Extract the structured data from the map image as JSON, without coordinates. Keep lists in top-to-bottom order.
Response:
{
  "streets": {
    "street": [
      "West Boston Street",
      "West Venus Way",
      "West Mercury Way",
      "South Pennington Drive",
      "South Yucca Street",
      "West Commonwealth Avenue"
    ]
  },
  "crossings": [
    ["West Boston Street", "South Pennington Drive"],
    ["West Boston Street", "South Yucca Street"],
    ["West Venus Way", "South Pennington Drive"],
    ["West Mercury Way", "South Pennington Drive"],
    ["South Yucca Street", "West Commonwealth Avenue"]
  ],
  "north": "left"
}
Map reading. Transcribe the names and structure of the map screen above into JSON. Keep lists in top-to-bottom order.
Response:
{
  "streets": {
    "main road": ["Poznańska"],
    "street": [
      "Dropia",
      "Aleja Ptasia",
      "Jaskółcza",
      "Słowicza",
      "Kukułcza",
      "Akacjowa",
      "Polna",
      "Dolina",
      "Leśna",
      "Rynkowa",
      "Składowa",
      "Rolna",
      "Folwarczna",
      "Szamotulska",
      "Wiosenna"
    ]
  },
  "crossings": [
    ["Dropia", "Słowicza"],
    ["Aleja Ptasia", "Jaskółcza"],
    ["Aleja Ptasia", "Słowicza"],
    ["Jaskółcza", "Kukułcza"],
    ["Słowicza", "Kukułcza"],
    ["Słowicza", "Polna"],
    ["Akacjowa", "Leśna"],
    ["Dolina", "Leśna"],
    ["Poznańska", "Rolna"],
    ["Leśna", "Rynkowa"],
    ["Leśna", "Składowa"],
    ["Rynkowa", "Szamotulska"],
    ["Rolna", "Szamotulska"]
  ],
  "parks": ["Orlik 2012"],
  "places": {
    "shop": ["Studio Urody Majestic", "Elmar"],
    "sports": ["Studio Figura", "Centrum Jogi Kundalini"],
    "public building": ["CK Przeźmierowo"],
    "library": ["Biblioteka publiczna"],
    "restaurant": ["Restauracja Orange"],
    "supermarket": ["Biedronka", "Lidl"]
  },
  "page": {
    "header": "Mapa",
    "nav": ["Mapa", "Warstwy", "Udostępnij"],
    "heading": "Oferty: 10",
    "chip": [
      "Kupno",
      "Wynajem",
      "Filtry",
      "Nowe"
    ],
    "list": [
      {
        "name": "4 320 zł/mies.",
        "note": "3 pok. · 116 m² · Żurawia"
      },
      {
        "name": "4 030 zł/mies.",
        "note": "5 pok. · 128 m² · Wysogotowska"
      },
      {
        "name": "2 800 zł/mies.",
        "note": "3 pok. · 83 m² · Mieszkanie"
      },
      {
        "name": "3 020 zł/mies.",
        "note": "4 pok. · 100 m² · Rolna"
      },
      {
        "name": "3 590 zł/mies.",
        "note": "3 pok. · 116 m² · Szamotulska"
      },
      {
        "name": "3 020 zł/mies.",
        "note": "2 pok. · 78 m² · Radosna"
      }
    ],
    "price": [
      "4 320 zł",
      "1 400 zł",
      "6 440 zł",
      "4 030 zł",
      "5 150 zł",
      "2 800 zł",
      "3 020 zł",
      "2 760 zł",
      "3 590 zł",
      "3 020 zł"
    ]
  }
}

→ **TASK DETAILS**
Reproduce the material above exactly, beginning at its first line and ending with the line that holds "Map reading. Transcribe". Include nothing else.

→ **REPLY TO THE TASK**
Extract the structured data from the map image as JSON, without coordinates. Keep lists in top-to-bottom order.
Response:
{
  "streets": {
    "street": [
      "West Boston Street",
      "West Venus Way",
      "West Mercury Way",
      "South Pennington Drive",
      "South Yucca Street",
      "West Commonwealth Avenue"
    ]
  },
  "crossings": [
    ["West Boston Street", "South Pennington Drive"],
    ["West Boston Street", "South Yucca Street"],
    ["West Venus Way", "South Pennington Drive"],
    ["West Mercury Way", "South Pennington Drive"],
    ["South Yucca Street", "West Commonwealth Avenue"]
  ],
  "north": "left"
}
Map reading. Transcribe the names and structure of the map screen above into JSON. Keep lists in top-to-bottom order.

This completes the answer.